パ・リーグの覇者を決める、前期優勝の西武と後期優勝の日本ハムとのプレーオフ第1戦。西武ライオンズ球場での試合開始前、両チームのメンバー表交換の際に、西武・広岡達朗監督の表情は明らかに動揺の色がみえた。「ビッチャー・工藤幹夫?まさか」。森昌彦ヘッドコーチは日本ハムの植村義信投手コーチに苦々しい顔で言った。「親分に一杯食わされた」。
さかのぼること1カ月前。工藤は大沢監督とともに記者会見した。自宅のドアで右手の小指を挟み骨折。全治4週間の診断を受けたことをマスコミに公表した。「全治といってもギプスが取れるだけで、投球はとてもじゃないが…」と、大沢は神妙な表情で説明した。
この年工藤は20勝4敗。最多勝に勝率1位のタイトルを獲得したが、特に西武戦は6勝1敗と大のお得意さまだった。プレーオフを前に暗雲漂うファイターズ。だが、大沢は諦めなかった。マスコミの前では意気消沈してみせたが「治るかもしれねぇから、体だけは動かしておけ」とランニングなど、トレーニングを続けることを指示。10月に入ると工藤は指の痛みを感じなくなり、なんとか投げられる状態になった。大沢は決断した。「第1戦は工藤で行く」。
それからが大変だった。チーム内でも知られぬよう、投球練習は午前中の早い時間に行い、チームメイトの前では相変わらず包帯を巻いていた。大沢は投手コーチ、ブルペン捕手らにもかん口令を敷き、自らはマスコミに対し「工藤はダメだな」「最初は優勝経験の豊富さからいって、ベテランの(高橋)一三しかいねぇやなぁー」などと、言い続け“奇襲作戦”に備えた。
午後1時、試合開始。ほとんどぶっつけ本番の復帰マウンドだったが、工藤のレオキラーぶりは健在だった。7回途中まで被安打3無失点と申し分のない投球で、奇襲はまさに大成功。しかし、打線が古巣相手に好投する西武・高橋直樹投手を攻略できず、こちらも無得点。0−0のまま、日本ハムはリリーフエースの江夏豊を送ったが、これが裏目に出た。8回、広岡西武のプッシュバント攻撃でかく乱されKO。第1戦を落とした。

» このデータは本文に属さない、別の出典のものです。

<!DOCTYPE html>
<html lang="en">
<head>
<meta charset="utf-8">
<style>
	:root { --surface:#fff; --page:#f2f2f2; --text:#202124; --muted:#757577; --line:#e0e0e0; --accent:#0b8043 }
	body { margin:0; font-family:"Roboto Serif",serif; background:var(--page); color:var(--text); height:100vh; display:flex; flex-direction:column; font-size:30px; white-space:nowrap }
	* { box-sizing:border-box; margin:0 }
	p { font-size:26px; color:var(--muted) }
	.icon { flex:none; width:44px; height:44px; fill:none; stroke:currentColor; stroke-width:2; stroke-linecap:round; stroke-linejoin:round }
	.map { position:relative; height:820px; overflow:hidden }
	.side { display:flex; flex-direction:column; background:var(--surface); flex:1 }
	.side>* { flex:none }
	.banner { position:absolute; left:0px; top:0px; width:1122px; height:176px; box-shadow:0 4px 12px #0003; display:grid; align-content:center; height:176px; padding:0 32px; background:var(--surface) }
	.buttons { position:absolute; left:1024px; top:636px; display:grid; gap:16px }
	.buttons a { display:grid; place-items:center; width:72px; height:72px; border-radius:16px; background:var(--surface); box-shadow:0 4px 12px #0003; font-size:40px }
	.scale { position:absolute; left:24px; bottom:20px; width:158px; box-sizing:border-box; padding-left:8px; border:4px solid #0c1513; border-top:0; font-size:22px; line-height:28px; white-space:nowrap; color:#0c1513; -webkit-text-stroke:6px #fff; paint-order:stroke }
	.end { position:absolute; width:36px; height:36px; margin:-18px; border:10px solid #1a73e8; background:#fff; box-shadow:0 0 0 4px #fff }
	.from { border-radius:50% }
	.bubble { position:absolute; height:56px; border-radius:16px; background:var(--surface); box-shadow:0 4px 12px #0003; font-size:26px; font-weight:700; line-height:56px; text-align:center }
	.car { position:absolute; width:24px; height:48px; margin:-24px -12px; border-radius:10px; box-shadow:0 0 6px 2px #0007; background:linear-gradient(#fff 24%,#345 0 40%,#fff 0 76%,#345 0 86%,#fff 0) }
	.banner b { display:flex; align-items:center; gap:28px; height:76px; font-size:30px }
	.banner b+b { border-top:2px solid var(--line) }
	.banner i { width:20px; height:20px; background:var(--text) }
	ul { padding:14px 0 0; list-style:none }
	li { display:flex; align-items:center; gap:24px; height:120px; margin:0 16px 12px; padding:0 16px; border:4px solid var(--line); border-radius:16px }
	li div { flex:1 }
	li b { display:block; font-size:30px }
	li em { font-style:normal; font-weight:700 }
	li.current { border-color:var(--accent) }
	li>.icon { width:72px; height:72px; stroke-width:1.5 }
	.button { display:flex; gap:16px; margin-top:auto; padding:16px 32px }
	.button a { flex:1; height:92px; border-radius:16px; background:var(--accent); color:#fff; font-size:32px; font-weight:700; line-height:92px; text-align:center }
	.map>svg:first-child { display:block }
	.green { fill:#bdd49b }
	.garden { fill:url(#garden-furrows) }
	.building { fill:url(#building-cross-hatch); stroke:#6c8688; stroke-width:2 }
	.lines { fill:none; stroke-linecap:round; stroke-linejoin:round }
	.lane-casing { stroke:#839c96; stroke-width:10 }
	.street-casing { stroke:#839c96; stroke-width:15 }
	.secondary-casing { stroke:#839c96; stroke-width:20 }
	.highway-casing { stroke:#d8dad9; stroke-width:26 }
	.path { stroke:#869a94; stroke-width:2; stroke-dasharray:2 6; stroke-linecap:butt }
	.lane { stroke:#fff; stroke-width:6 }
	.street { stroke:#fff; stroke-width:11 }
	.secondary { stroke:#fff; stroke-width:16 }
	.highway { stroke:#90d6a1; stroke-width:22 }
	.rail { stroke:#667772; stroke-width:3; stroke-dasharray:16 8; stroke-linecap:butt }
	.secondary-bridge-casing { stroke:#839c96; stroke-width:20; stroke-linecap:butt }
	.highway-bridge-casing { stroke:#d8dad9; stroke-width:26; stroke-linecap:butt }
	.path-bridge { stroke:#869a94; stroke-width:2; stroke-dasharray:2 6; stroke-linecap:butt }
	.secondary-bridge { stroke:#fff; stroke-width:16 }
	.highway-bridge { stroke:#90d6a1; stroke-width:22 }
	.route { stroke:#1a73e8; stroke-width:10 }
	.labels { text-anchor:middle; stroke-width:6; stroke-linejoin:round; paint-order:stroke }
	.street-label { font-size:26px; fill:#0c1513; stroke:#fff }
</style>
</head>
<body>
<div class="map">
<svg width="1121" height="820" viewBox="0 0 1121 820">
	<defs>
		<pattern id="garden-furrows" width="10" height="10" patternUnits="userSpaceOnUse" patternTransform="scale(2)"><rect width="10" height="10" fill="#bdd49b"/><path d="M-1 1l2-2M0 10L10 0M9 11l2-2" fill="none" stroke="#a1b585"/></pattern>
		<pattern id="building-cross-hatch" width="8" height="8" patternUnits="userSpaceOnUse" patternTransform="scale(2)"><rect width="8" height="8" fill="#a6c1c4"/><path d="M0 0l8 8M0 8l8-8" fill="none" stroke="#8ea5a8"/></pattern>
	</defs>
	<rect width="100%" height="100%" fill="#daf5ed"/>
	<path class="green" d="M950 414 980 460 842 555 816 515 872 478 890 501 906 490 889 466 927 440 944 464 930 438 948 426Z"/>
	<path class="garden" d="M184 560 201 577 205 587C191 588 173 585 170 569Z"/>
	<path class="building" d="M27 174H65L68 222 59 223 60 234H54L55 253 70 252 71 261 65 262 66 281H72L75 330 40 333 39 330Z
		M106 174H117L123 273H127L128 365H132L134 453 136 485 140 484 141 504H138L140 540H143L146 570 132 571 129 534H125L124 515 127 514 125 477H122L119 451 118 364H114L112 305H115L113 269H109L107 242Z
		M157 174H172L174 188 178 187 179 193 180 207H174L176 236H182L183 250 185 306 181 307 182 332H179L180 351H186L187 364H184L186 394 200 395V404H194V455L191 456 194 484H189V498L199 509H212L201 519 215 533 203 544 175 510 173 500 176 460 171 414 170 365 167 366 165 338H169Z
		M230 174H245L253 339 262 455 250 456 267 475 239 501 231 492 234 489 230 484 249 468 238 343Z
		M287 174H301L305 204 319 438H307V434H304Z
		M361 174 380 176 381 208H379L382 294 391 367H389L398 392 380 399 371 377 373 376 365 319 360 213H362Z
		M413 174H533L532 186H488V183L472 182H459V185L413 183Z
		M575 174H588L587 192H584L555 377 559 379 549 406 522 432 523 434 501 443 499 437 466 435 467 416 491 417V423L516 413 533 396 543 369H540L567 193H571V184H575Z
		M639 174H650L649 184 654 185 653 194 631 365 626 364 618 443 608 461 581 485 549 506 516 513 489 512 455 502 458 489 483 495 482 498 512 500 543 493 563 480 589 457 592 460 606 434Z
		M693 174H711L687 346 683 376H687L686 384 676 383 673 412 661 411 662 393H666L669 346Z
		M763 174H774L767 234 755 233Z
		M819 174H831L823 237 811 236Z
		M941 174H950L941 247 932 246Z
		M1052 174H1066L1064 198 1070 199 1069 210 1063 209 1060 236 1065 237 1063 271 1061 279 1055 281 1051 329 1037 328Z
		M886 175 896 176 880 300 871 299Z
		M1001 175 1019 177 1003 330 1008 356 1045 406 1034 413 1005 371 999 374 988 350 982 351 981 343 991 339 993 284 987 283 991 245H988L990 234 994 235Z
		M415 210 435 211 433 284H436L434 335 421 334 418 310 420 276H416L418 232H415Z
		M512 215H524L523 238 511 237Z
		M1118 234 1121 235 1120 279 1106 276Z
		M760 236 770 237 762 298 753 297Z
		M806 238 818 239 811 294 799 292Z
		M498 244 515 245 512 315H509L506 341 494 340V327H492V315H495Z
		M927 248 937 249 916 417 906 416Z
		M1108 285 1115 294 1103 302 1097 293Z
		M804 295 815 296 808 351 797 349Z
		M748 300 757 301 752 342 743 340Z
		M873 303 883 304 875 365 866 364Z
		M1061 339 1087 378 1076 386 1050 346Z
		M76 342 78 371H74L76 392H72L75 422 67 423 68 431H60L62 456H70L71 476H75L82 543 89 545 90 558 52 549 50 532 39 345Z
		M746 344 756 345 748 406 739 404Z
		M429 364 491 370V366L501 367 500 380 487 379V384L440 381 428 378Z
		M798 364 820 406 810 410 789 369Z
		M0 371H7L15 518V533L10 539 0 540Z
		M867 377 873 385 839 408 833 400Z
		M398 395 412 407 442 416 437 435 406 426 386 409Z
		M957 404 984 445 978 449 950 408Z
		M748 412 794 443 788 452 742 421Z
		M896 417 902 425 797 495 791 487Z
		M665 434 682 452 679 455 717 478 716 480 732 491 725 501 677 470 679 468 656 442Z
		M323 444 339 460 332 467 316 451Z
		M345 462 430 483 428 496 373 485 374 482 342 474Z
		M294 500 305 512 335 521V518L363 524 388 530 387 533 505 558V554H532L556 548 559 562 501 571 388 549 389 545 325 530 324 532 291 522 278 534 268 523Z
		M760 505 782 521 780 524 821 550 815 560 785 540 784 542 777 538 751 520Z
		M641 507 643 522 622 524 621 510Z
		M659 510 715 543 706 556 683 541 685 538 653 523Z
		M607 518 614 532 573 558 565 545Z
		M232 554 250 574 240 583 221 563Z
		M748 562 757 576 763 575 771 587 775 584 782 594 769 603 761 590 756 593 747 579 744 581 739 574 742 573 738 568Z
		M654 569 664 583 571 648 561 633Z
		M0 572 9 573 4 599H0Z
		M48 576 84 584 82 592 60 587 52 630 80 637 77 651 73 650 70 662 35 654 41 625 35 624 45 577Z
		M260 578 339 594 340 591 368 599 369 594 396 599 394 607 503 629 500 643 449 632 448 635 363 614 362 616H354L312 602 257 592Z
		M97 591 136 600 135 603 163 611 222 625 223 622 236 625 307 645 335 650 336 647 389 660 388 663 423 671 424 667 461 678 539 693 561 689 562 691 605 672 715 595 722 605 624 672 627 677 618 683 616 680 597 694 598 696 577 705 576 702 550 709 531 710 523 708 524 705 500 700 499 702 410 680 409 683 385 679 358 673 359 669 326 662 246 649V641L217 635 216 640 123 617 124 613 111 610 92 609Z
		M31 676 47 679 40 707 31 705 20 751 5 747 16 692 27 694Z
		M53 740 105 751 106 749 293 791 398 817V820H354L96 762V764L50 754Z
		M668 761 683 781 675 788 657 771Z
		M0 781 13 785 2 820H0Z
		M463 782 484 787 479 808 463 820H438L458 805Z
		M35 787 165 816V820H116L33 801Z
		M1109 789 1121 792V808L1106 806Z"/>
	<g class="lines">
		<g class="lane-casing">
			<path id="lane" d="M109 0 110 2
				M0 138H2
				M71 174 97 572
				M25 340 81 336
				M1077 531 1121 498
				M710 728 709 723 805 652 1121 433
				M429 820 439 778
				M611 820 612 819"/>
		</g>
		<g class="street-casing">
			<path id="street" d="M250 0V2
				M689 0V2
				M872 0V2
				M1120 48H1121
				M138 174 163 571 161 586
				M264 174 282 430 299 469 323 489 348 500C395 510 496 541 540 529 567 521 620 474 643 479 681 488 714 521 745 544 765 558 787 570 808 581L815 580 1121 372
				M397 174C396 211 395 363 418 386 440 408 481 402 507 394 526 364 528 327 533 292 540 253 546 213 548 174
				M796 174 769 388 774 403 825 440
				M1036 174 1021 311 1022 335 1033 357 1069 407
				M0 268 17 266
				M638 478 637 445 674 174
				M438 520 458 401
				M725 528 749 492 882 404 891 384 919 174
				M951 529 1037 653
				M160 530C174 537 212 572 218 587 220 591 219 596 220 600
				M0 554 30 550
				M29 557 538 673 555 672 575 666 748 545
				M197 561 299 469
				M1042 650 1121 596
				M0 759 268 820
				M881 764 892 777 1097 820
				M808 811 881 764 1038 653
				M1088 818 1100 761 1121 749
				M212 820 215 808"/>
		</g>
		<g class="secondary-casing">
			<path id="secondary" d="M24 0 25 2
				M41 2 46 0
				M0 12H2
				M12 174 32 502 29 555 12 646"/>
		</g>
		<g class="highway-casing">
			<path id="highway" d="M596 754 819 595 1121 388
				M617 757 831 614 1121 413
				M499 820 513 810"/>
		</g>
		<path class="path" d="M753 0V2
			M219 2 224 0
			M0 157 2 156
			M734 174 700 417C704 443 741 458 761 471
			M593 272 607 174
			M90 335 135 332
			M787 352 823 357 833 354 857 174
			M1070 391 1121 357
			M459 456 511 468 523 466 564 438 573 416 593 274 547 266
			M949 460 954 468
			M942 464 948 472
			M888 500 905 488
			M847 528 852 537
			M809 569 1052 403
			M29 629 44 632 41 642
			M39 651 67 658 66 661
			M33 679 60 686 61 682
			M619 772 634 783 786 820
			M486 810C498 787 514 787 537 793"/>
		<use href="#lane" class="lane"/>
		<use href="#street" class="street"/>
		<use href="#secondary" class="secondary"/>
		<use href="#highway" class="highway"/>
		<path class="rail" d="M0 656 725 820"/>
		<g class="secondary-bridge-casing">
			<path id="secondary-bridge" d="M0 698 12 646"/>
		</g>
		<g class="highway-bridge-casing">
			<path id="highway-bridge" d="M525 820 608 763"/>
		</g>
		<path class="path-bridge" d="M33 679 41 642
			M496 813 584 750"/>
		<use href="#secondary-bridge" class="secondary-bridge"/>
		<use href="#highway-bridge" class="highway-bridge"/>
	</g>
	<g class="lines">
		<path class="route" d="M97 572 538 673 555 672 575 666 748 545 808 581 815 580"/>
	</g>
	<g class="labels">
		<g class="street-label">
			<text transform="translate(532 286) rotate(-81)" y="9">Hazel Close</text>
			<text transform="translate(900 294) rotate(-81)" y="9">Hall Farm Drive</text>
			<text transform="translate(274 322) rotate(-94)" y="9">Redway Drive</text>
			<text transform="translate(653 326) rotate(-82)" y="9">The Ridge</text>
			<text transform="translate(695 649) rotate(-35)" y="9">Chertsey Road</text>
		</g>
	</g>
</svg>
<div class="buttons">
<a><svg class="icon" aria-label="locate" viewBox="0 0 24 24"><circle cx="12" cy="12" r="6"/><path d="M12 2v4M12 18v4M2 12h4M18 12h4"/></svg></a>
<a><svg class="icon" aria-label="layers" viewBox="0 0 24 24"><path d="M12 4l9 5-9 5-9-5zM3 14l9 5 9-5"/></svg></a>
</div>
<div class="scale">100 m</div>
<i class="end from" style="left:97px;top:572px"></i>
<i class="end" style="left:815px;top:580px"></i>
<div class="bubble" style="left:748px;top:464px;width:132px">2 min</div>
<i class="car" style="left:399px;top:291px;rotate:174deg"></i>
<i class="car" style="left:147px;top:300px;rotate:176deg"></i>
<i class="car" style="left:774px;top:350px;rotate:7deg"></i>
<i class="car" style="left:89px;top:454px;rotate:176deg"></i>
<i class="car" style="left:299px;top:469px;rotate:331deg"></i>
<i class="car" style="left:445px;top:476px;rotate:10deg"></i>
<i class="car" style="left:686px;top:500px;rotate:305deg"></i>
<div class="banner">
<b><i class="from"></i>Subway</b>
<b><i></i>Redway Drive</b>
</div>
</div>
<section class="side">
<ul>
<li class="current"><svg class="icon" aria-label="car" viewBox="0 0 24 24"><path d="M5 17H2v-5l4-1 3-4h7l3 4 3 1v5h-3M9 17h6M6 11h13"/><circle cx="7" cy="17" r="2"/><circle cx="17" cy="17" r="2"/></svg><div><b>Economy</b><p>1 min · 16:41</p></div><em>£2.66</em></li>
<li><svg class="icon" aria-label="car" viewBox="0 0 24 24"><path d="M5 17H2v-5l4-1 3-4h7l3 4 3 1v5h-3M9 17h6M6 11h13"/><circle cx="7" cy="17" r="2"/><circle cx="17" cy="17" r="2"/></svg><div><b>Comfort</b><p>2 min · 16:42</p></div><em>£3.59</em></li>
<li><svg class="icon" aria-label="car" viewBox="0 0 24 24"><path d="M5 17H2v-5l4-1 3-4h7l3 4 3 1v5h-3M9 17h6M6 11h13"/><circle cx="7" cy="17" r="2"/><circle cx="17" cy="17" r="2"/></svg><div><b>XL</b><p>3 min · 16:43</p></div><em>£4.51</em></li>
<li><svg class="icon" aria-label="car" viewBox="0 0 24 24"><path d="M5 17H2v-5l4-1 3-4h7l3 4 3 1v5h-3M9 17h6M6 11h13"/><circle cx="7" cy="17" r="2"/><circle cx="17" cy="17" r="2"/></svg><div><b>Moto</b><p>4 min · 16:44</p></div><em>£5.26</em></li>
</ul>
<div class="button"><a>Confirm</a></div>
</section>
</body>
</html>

「どうだい、工藤にはびっくりしたろ?」。敗戦の悔しさをひた隠すように、大沢監督は笑ってみせた。それから中2日の12日。0勝2敗と後がない第3戦に、大沢監督は再度工藤を先発させた。2度目の先発も粘りの投球をみせ、109球で7安打1失点の完投勝利(日本ハム2−1西武)。第4戦に敗れ優勝こそ西武に譲った日本ハムだが、親分は「オレの対極の位置にある管理野球」の広岡監督に何とか一矢を報いた。
パ・リーグが人気獲得のために始めたプレーオフは、この年10年目で一旦終了。形を変えて、再び制度化されたのは20年以上過ぎてからだった。